Each month, founder of Cardinal Rule Press, Maria Dismondy, will be reviewing business books she is currently reading. Along with a brief review, she is sharing some of her favorite quotes from the book.
OUTLIERS
Summary:
In this stunning new book, Malcolm Gladwell takes us on an intellectual journey through the world of “outliers” – the best and the brightest, the most famous and the most successful. He asks the question: what makes high achievers different? His answer is that we pay too much attention to what successful people are like and too little attention to where they are from: that is, their culture, their family, their generation, and the idiosyncratic experiences of their upbringing. Along the way he explains the secrets of software billionaires, what it takes to be a great soccer player, why Asians are good at math, and what made the Beatles the greatest rock band.
Maria’s Review:
Need inspiration to be successful no matter the upbringing you were given? This is the book. This book proves that it’s not where we came from that makes us successful, but what we do with where we came from.
Top 10 Favorite Quotes:
- “Practice isn’t the thing you do once you’re good. It’s the thing you do that makes you good.”
- “Who we are cannot be separated from where we’re from.” and “I want to convince you that these kinds of personal explanations of success don’t work. People don’t rise from nothing….It is only by asking where they are from that we can unravel the logic behind who succeeds and who doesn’t.”
- “Achievement is talent plus preparation”
- “No one who can rise before dawn three hundred sixty days a year fails to make his family rich.”
- “The lesson here is very simple. But it is striking how often it is overlooked. We are so caught in the myths of the best and the brightest and the self-made that we think outliers spring naturally from the earth. We look at the young Bill Gates and marvel that our world allowed that thirteen-year-old to become a fabulously successful entrepreneur. But that’s the wrong lesson. Our world only allowed one thirteen-year-old unlimited access to a time sharing terminal in 1968. If a million teenagers had been given the same opportunity, how many more Microsofts would we have today?”
- “My earliest memories of my father are of seeing him work at his desk and realizing that he was happy. I did not know it then, but that was one of the most precious gifts a father can give his child.”
- “The values of the world we inhabit and the people we surround ourselves with have a profound effect on who we are.”
- “For almost a generation, psychologists around the world have been engaged in a spirited debate over a question that most of us would consider to have been settled years ago. The question is this: is there such a thing as innate talent? The obvious answer is yes. Not every hockey player born in January ends up playing at the professional level. Only some do – the innately talented ones. Achievement is talent plus preparation.

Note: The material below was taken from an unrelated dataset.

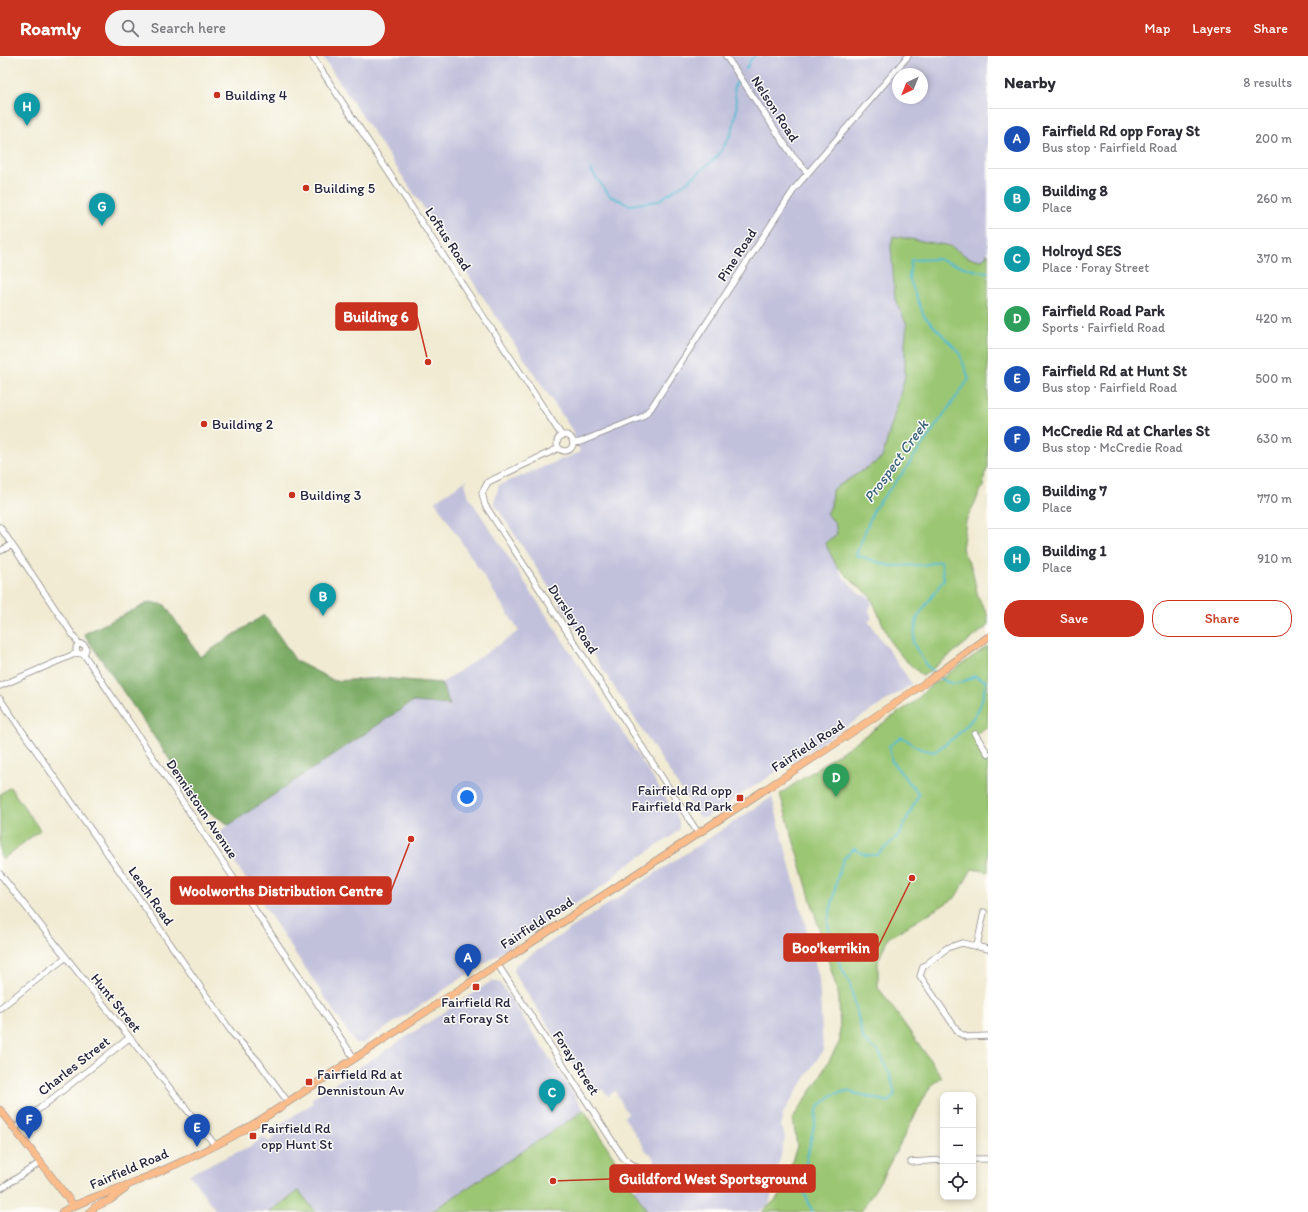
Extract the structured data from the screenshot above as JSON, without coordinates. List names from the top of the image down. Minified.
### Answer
{"streets":{"main road":["Fairfield Road"],"street":["Nelson Road","Loftus Road","Pine Road","Dursley Road","Dennistoun Avenue","Leach Road","Hunt Street","Foray Street","Charles Street"]},"crossings":[["Nelson Road","Pine Road"],["Loftus Road","Pine Road"],["Loftus Road","Dursley Road"],["Pine Road","Dursley Road"],["Dursley Road","Fairfield Road"],["Fairfield Road","Dennistoun Avenue"],["Fairfield Road","Leach Road"],["Fairfield Road","Hunt Street"],["Fairfield Road","Foray Street"],["Hunt Street","Charles Street"]],"water":["Prospect Creek"],"places":{"other":["Building 4","Building 5","Building 6","Building 2","Building 3","Woolworths Distribution Centre","Boo'kerrikin","Guildford West Sportsground"],"transit":["Fairfield Rd opp Fairfield Rd Park","Fairfield Rd at Foray St","Fairfield Rd at Dennistoun Av","Fairfield Rd opp Hunt St"]},"north":"bottom left","page":{"header":"Roamly","search":"Search here","nav":["Map","Layers","Share"],"heading":["Nearby","8 results"],"pins":["H","G","B","D","A","C","F","E"],"list":[{"mark":"A","name":"Fairfield Rd opp Foray St","note":"Bus stop · Fairfield Road","value":"200 m"},{"mark":"B","name":"Building 8","note":"Place","value":"260 m"},{"mark":"C","name":"Holroyd SES","note":"Place · Foray Street","value":"370 m"},{"mark":"D","name":"Fairfield Road Park","note":"Sports · Fairfield Road","value":"420 m"},{"mark":"E","name":"Fairfield Rd at Hunt St","note":"Bus stop · Fairfield Road","value":"500 m"},{"mark":"F","name":"McCredie Rd at Charles St","note":"Bus stop · McCredie Road","value":"630 m"},{"mark":"G","name":"Building 7","note":"Place","value":"770 m"},{"mark":"H","name":"Building 1","note":"Place","value":"910 m"}],"buttons":["Save","Share"],"map_buttons":["+","−"]}}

The problem with this view is that the closer psychologists look at the careers of the gifted, the smaller the role innate talent seems to play and the bigger role preparation seems to play.”
- “IQ is a measure, to some degree, of innate ability. But social savvy is knowledge. It’s a set of skills that have to be learned. It has to come from somewhere, and the place where we seem to get these kinds of attitudes and skills is from our families.
- “Outliers are those who have been given opportunities—and who have had the strength and presence of mind to seize them.”